In school and college I got the nickname of “full stop” and “coma” because of my height; but it never bothered me. Once, while I was bicycling home from a college debate I inadvertently crossed a red-light and my companion shouted “Full stop.” I turned around to him and said rather angrily what the hell he meant by calling me “full stop” on the road. He said, “I did not call you ‘full stop’; I said ‘fool stop’.”
In Paris while at the university I often went dancing, mostly the Vienna Waltz at the university social functions and sometimes in the night clubs in the Latin Quarters, and was never for a moment overawed by the thought that my partners were much taller than I. One of my friend’s in Paris, whose girlfriend was slightly taller than him in her heeled shoes, never went dancing with her, till I waltzed with her. “God!” he exclaimed, “if Nasim can do it, so can I.” In spite of my own handicap I relieved him of his complex.

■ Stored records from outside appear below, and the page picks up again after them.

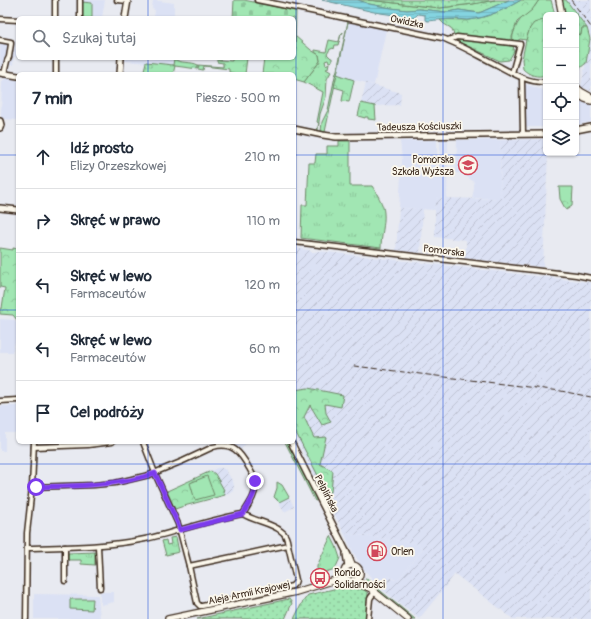 <!DOCTYPE html>
<html lang="pl">
<meta charset="utf-8">
<style>
body{margin:0;font-family:Pangolin,sans-serif;background:#f2f2f3;color:#1f2937}
.controls{position:absolute;right:12px;top:12px;display:grid;overflow:hidden;border-radius:6px;box-shadow:0 1px 3px #0004}
.controls button{width:36px;height:36px;display:grid;place-items:center;padding:0;border:0;border-bottom:1px solid #e0e1e3;background:#fff;color:#1f2937;font:20px sans-serif}
.stop{position:absolute;width:12px;height:12px;margin:-9px;border:3px solid #7c3aed;border-radius:50%;background:#fff}
.stop.end{background:#7c3aed;border-color:#fff;box-shadow:0 1px 4px #0008}
.list{margin:0;padding:0;list-style:none}
h2{display:flex;justify-content:space-between;align-items:center;height:52px;margin:0;padding:0 16px;font-size:17px}
h2 small{font-size:13px;font-weight:400;color:#747a83}
.list li{display:grid;grid-template-columns:26px 1fr auto;gap:12px;align-items:center;box-sizing:border-box;height:64px;padding:0 16px;border-top:1px solid #e0e1e3}
.list b{display:block;font-size:15px;white-space:nowrap}
.list p{margin:0;font-size:13px;white-space:nowrap;color:#747a83}
.list em{font-size:13px;font-style:normal;color:#747a83}
.icon{flex:none;width:22px;height:22px;fill:none;stroke:currentColor;stroke-width:2;stroke-linecap:round;stroke-linejoin:round}
.map{position:relative;flex:none;width:591px;height:619px;overflow:hidden}
.search{position:absolute;background:#fff;box-shadow:0 1px 3px #0004;left:16px;top:16px;width:280px;height:44px;display:flex;align-items:center;gap:10px;box-sizing:border-box;padding:0 14px;border-radius:6px;color:#747a83;font-size:15px}
.panel{position:absolute;background:#fff;box-shadow:0 1px 3px #0004;left:16px;top:72px;width:280px;height:372px;border-radius:6px}
.map>svg:first-child{display:block}
.built{fill:#dbe1f4}
.industrial{fill:url(#industrial-furrows)}
.grass{fill:url(#grass-tufts);stroke:#6e8868}
.forest{fill:url(#forest-crowns);stroke:#6e8868}
.cemetery{fill:url(#cemetery-stones);stroke:#6e8868}
.garden{fill:url(#garden-dots);stroke:#6e8868}
.pitch{fill:#a1e6b3;stroke:#6e8868}
.water{fill:url(#water-rules);stroke:#679092}
.lines{fill:none;stroke-linecap:round;stroke-linejoin:round}
.minor-casing{stroke:#3b2a1e;stroke-width:7}
.tertiary-casing{stroke:#3b2a1e;stroke-width:8}
.secondary-casing{stroke:#3b2a1e;stroke-width:8}
.minor{stroke:#fbf7ec;stroke-width:4}
.tertiary{stroke:#fbf7ec;stroke-width:5}
.secondary{stroke:#fbf7ec;stroke-width:5.5}
.rail{stroke:#3b2a1e;stroke-width:1;stroke-dasharray:6 3;stroke-linecap:butt}
.route{stroke:#7c3aed;stroke-width:5}
.grid{fill:none;stroke:#1d4ed8;stroke-width:1;stroke-opacity:0.55}
.labels{text-anchor:middle;stroke-width:3.5;stroke-linejoin:round;paint-order:stroke}
.street-label{font-size:10px;fill:#3b2a1e;stroke:#fbf7ec}
.poi-label{font-size:10px;fill:#3b2a1e;stroke:#fbf7ec;text-anchor:start}
</style>
<div class="map">
<svg width="591" height="619" viewBox="0 0 591 619">
<defs>
<pattern id="industrial-furrows" width="10" height="10" patternUnits="userSpaceOnUse"><rect width="10" height="10" fill="#dbe1f4"/><path d="M-1 1l2-2M0 10L10 0M9 11l2-2" fill="none" stroke="#bdc1d1"/></pattern>
<pattern id="grass-tufts" width="24" height="20" patternUnits="userSpaceOnUse"><rect width="24" height="20" fill="#a1e6b3"/><path d="M3 7l-1-3M5 7V3M7 7l1-3M15 17l-1-3M17 17v-4M19 17l1-3" fill="none" stroke="#8cc59a"/></pattern>
<pattern id="forest-crowns" width="20" height="18" patternUnits="userSpaceOnUse"><rect width="20" height="18" fill="#a1e6b3"/><path d="M2 6a3 3 0 1 1 6 0M12 15a3 3 0 1 1 6 0" fill="none" stroke="#8cc59a"/></pattern>
<pattern id="cemetery-stones" width="16" height="16" patternUnits="userSpaceOnUse"><rect width="16" height="16" fill="#a1e6b3"/><path d="M2 7V4a2 2 0 0 1 4 0v3zM10 15v-3a2 2 0 0 1 4 0v3z" fill="#8cc59a"/></pattern>
<pattern id="garden-dots" width="8" height="8" patternUnits="userSpaceOnUse"><rect width="8" height="8" fill="#a1e6b3"/><path d="M2 2h.1M6 6h.1" fill="none" stroke="#8cc59a" stroke-width="1.8" stroke-linecap="round"/></pattern>
<pattern id="water-rules" width="6" height="5" patternUnits="userSpaceOnUse"><rect width="6" height="5" fill="#84d4e0"/><path d="M0 2.5h6" fill="none" stroke="#73b6c0"/></pattern>
</defs>
<rect width="100%" height="100%" fill="#e8eaf1"/>
<filter id="ink" filterUnits="userSpaceOnUse"><feTurbulence type="fractalNoise" baseFrequency=".025" numOctaves="2"/><feDisplacementMap in="SourceGraphic" scale="8" xChannelSelector="R" yChannelSelector="G"/><feConvolveMatrix kernelMatrix="1 2 1 2 8 2 1 2 1" color-interpolation-filters="sRGB"/></filter>
<g filter="url(#ink)">
<!-- built -->
<g class="built">
<polygon points="81,0 105,0 102,18 81,18"/>
<polygon points="153,0 174,3 174,18 154,18 155,10 152,9"/>
<polygon points="566,0 578,0 591,20 591,39 587,28"/>
<polygon points="349,22 386,30 374,85 347,78 337,74"/>
<polygon points="0,39 15,41 15,49 18,51 18,56 14,57 13,65 8,65 7,70 0,69"/>
<polygon points="126,58 173,58 173,65 125,61"/>
<polygon points="6,78 18,80 18,120 4,119 1,117 2,81"/>
<polygon points="525,84 546,91 546,127 524,127 523,86"/>
<polygon points="576,100 591,105 591,122 576,125"/>
<polygon points="437,140 437,164 440,165 440,140 448,140 447,198 434,198 435,210 399,208 402,160 400,141"/>
<polygon points="457,140 501,140 500,199 472,198 474,189 474,182 462,173 456,173"/>
<polygon points="0,319 15,320 18,325 18,333 12,352 0,352"/>
<polygon points="0,406 18,406 18,433 5,433 5,451 0,451"/>
<polygon points="344,533 416,543 423,549 398,580 396,580 388,576 379,587 363,568 354,554"/>
<polygon points="100,592 114,592 114,602 101,605 101,602 100,602"/>
<polygon points="34,594 98,595 100,619 34,619"/>
</g>
<!-- industrial -->
<g class="industrial">
<polygon points="578,0 591,0 591,20"/>
<polygon points="590,39 591,39 591,91 581,87"/>
<polygon points="366,83 401,93 400,105 375,106 361,103"/>
<polygon points="546,139 546,153 548,153 543,267 464,258 465,253 466,252 466,240 435,237 435,206 433,203 434,198 500,199 501,140"/>
<polygon points="399,208 423,209 420,253 396,250"/>
<polygon points="294,248 309,250 311,252 315,252 318,251 588,282 591,283 591,619 513,619 455,574 419,619 379,587 388,576 395,580 398,580 423,549 416,543 344,533 294,434"/>
<polygon points="219,442 247,442 240,450 230,445 217,443"/>
<polygon points="217,468 222,468 226,470 233,482 234,486 233,491 229,494 225,495 215,474 211,471"/>
<polygon points="289,497 294,507 284,512 279,502"/>
</g>
<!-- grass -->
<g class="grass">
<path d="M539 0H551L555 15H546V22L543 20 530 28 526 40 520 39 516 42 513 41C512 37 513 34 515 29 520 15 532 12 539 0Z"/>
<polygon points="562,0 566,0 587,28 582,28 581,35 576,33 576,15 565,15"/>
<polygon points="348,22 325,132 321,131 322,122 328,110 335,76 337,70"/>
<polygon points="343,32 343,33 341,34 338,45 335,45 334,49 333,48 329,50 329,51 327,54 331,58 332,58 332,61 329,62 328,60 325,61 326,65 329,63 328,68 326,69 331,72 327,79 326,97 320,114 318,130 317,130 319,123 317,122 323,92 304,82 320,61 319,55 315,52 315,50 326,52 329,40 339,42 341,34"/>
<polygon points="217,58 218,58 218,60 232,61 232,58 247,58 245,74 237,74 229,72 229,69 204,66 203,70 198,69 198,65 223,67 223,63 217,62"/>
<polygon points="146,62 173,65 175,66 173,74 143,74"/>
<path d="M339 141H350V186H372C376 192 384 205 384 213 385 224 381 236 381 248L301 238 302 205H307L309 163H315L316 154H327V146H339Z"/>
<polygon points="285,442 287,442 290,449 295,456 318,500 315,501"/>
<polygon points="331,536 336,546 340,558 335,569 319,574 321,571 317,569 317,566"/>
<polygon points="176,537 179,552 166,555 162,541 166,540 167,545 171,544 170,538"/>
<polygon points="95,552 95,565 81,564 81,560 68,560 68,553"/>
<polygon points="366,578 382,592 415,619 412,619 389,601 366,581"/>
</g>
<!-- forest -->
<g class="forest">
<polygon points="358,0 368,0 440,8 473,4 495,0 509,0 479,13 459,10 447,12 419,9 407,10 391,8 369,4"/>
<path d="M521 0H539L532 10 517 22 512 37 514 51 509 60 500 61 457 41 451 28 444 24 440 20C449 19 459 20 468 20 487 18 506 9 521 0Z"/>
<path d="M543 20 546 22V75C537 78 529 75 523 69L522 59 526 40 530 28 534 23Z"/>
<polygon points="582,28 587,28 590,39 586,63 579,69 576,69 576,33 581,35"/>
<polygon points="295,36 311,50 319,55 320,61 304,82 294,79 294,74 262,74 264,58 294,58"/>
<path d="M174 59C181 64 191 61 198 65V69L175 66 173 65Z"/>
<polygon points="337,74 354,80 349,102 342,101 344,90 334,87"/>
<polygon points="361,103 375,106 376,120 368,119 368,117 365,117 365,118 358,116"/>
<polygon points="559,187 573,187 572,206 566,210 560,199"/>
<polygon points="0,248 13,250 13,248 18,249 18,321 13,315 0,314 0,308 2,308 5,288 0,287"/>
<polygon points="308,388 343,395 341,407 325,404 326,413 331,422 322,425 310,405 304,417 314,438 326,437 320,464 333,471 331,492 327,493 294,429 294,390"/>
<polygon points="211,471 215,474 224,490 223,491 225,495 184,506 175,509 167,491"/>
<polygon points="277,482 282,485 289,497 279,502 274,497 277,488"/>
</g>
<!-- cemetery -->
<polygon class="cemetery" points="234,0 244,0 296,11 295,52 294,18 233,18"/>
<!-- garden -->
<g class="garden">
<polygon points="368,0 495,0 473,4 440,8"/>
<polygon points="338,588 355,588 364,590 368,593 366,619 294,619 302,603 308,595"/>
<polygon points="289,599 292,603 285,619 197,619"/>
</g>
<!-- pitch -->
<g class="pitch">
<polygon points="82,2 92,3 92,18 82,18"/>
<polygon points="207,476 214,495 195,500 190,483"/>
<polygon points="70,599 93,599 92,610 70,609"/>
</g>
<!-- water -->
<path class="water" d="M322 0H358L369 4 391 8 407 10 419 9 447 12 459 10 479 13 509 0H521C506 9 487 18 468 20 464 20 460 19 456 19 446 19 437 20 428 21L425 20V15L418 14 414 18 374 12Z"/>
<g class="lines">
<defs>
<g id="minor">
<polyline points="117,0 128,1"/>
<path d="M257 0 442 38C461 45 479 56 497 65 512 73 528 83 546 82"/>
<polyline points="55,18 55,0"/>
<polyline points="80,18 80,0"/>
<polyline points="0,19 18,20"/>
<polyline points="0,40 11,42 11,44 9,57 7,61 4,74"/>
<polyline points="448,40 457,37 520,44 512,73"/>
<polyline points="56,58 56,74"/>
<polyline points="523,134 522,80 523,78"/>
<polyline points="294,242 576,275 591,278"/>
<polyline points="0,401 18,400"/>
<polyline points="143,442 157,478 178,524 189,566 197,603 200,606 202,606 292,586 295,583 296,580 288,545"/>
<polyline points="34,447 88,445 112,442"/>
<polyline points="98,546 100,588"/>
<polyline points="65,547 65,581"/>
<path d="M27 548C66 547 107 547 145 539 178 532 210 519 243 514 249 504 255 497 256 485 256 479 252 473 249 468 241 453 232 441 213 447L183 461 149 475 115 483 94 485 32 487"/>
<path d="M189 566 288 545C287 539 286 534 281 531 272 523 254 521 243 514"/>
<polyline points="26,619 27,533 32,487 34,442"/>
<polyline points="368,619 370,599 371,597 375,592"/>
</g>
<g id="tertiary">
<polyline points="125,18 128,0"/>
<polyline points="0,73 18,76"/>
<polyline points="120,74 121,58"/>
<polyline points="0,121 1,125 0,128"/>
<polyline points="294,129 323,135 336,137 546,134"/>
<polyline points="576,130 591,127"/>
<polyline points="0,208 18,210"/>
<path d="M291 442 342 543C345 550 350 557 352 565"/>
<polyline points="346,554 348,566"/>
</g>
<g id="secondary">
<polyline points="559,0 562,15"/>
<polyline points="576,87 582,92 591,97"/>
<polyline points="576,93 585,99 591,101"/>
<circle cx="352" cy="573" r="8"/>
<polyline points="356,581 371,589 408,619"/>
<polyline points="168,619 296,592 332,581 346,579"/>
</g>
</defs>
<!-- minor casing -->
<use href="#minor" class="minor-casing"/>
<!-- tertiary casing -->
<use href="#tertiary" class="tertiary-casing"/>
<!-- secondary casing -->
<use href="#secondary" class="secondary-casing"/>
<!-- minor -->
<use href="#minor" class="minor"/>
<!-- tertiary -->
<use href="#tertiary" class="tertiary"/>
<!-- secondary -->
<use href="#secondary" class="secondary"/>
<!-- rail -->
<g class="rail">
<polyline points="571,0 591,27"/>
<polyline points="354,366 561,391 591,397"/>
</g>
</g>
</g>
<g class="lines" filter="url(#ink)">
<!-- route -->
<path class="route" d="M36 487C68 486 99 486 130 480 139 478 147 476 155 473L178 524 180 530 243 514C249 503 257 494 255 481"/>
</g>
<!-- grid -->
<path class="grid" d="M148 0V18M296 0V619M443 0V619M148 58V74M0 155H18M294 155H591M0 310H18M294 310H591M148 442V619M0 464H591"/>
<!-- icons -->
<defs>
<symbol id="university-ring" viewBox="-11 -11 22 22"><circle r="9.5" fill="#fbf7ec" stroke="#d1495b" stroke-width="1.5"/><path d="M0-5L7-2L0 1L-7-2ZM-4 1L0 2.5L4 1V4Q0 6-4 4Z" fill="#d1495b"/></symbol>
<symbol id="fuel-ring" viewBox="-11 -11 22 22"><circle r="9.5" fill="#fbf7ec" stroke="#d1495b" stroke-width="1.5"/><path d="M-5.5-6h7V0h2V4h1.3V-2.5L3-4.5l.8-.8L6-3V5H2.5V1h-1V6h-7ZM-4.2-4.7v3.2H.2V-4.7Z" fill="#d1495b"/></symbol>
<symbol id="bus-ring" viewBox="-11 -11 22 22"><circle r="9.5" fill="#fbf7ec" stroke="#d1495b" stroke-width="1.5"/><path d="M-5-6H5V4H4V6H2V4H-2V6H-4V4H-5ZM-3.5-4V0h7V-4ZM-3.5 1.2v1.5H-2V1.2ZM2 1.2v1.5H3.5V1.2Z" fill="#d1495b"/></symbol>
</defs>
<g fill-rule="evenodd">
<use href="#university-ring" x="457" y="154" width="22" height="22"/>
<use href="#fuel-ring" x="366" y="540" width="22" height="22"/>
<use href="#bus-ring" x="309" y="567" width="22" height="22"/>
</g>
<g class="labels">
<!-- street labels -->
<g class="street-label">
<text transform="translate(407 21) rotate(12)" y="4">Owidzka</text>
<text transform="translate(419 126) rotate(-1)" y="4">Tadeusza Kościuszki</text>
<text transform="translate(444 250) rotate(7)" y="4">Pomorska</text>
<text transform="translate(327 493) rotate(63)" y="4">Pelplińska</text>
<text transform="translate(249 592) rotate(-12)" y="4">Aleja Armii Krajowej</text>
</g>
<!-- poi labels -->
<g class="poi-label">
<text x="454" y="163" text-anchor="end">Pomorska<tspan x="454" dy="12">Szkoła Wyższa</tspan></text>
<text x="391" y="555">Orlen</text>
<text x="334" y="576">Rondo<tspan x="334" dy="12">Solidarności</tspan></text>
</g>
</g>
</svg>
<div class="controls">
<button>+</button>
<button>−</button>
<button><svg class="icon" aria-label="locate" viewBox="0 0 24 24"><circle cx="12" cy="12" r="6"/><path d="M12 2v4M12 18v4M2 12h4M18 12h4"/></svg></button>
<button><svg class="icon" aria-label="layers" viewBox="0 0 24 24"><path d="M12 4l9 5-9 5-9-5zM3 14l9 5 9-5"/></svg></button>
</div>
<div class="stop" style="left:36px;top:487px"></div>
<div class="stop end" style="left:255px;top:481px"></div>
<div class="search"><svg class="icon" aria-label="search" viewBox="0 0 24 24"><circle cx="10" cy="10" r="6"/><path d="M15 15l6 6"/></svg>Szukaj tutaj</div>
<section class="panel">
<h2>7 min<small>Pieszo · 500 m</small></h2>
<ul class="list">
<li><svg class="icon" aria-label="ahead" viewBox="0 0 24 24"><path d="M12 20V5M6 11l6-6 6 6"/></svg><div><b>Idź prosto</b><p>Elizy Orzeszkowej</p></div><em>210 m</em></li>
<li><svg class="icon" aria-label="right" viewBox="0 0 24 24"><path d="M7 20v-9h11M14 6l5 5-5 5"/></svg><div><b>Skręć w prawo</b></div><em>110 m</em></li>
<li><svg class="icon" aria-label="left" viewBox="0 0 24 24"><path d="M17 20v-9H6M10 6l-5 5 5 5"/></svg><div><b>Skręć w lewo</b><p>Farmaceutów</p></div><em>120 m</em></li>
<li><svg class="icon" aria-label="left" viewBox="0 0 24 24"><path d="M17 20v-9H6M10 6l-5 5 5 5"/></svg><div><b>Skręć w lewo</b><p>Farmaceutów</p></div><em>60 m</em></li>
<li><svg class="icon" aria-label="arrive" viewBox="0 0 24 24"><path d="M6 21V4h12l-3 4 3 4H6"/></svg><div><b>Cel podróży</b></div></li>
</ul>
</section>
</div>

They lived as friends and lovers for several years.
My mother lived to see me return from Paris with law degrees and honours, presided over my marriage ceremony, as only mothers can, and saw my physically normal children born and raised.
The official ceremonial regalia of the Chief Justice of Pakistan, inherited from the British Raj days has a gold embroidered robe almost seven feet long, and is always carried by two attendants. On my swearing-in as the Chief Justice of Pakistan, the President being over six feet tall, had a stool placed for me. I accepted the stool. The happiest men at my swearing-in were my two attendants, who instead of carrying and holding the robe for three feet for others, had another extra feet to carry for me, and whose pictures came prominently on the TV and in the newspapers.
I cannot be presumptuous. The deformity was God’s will; and the intellect and my achievements are also His Will and Mercy.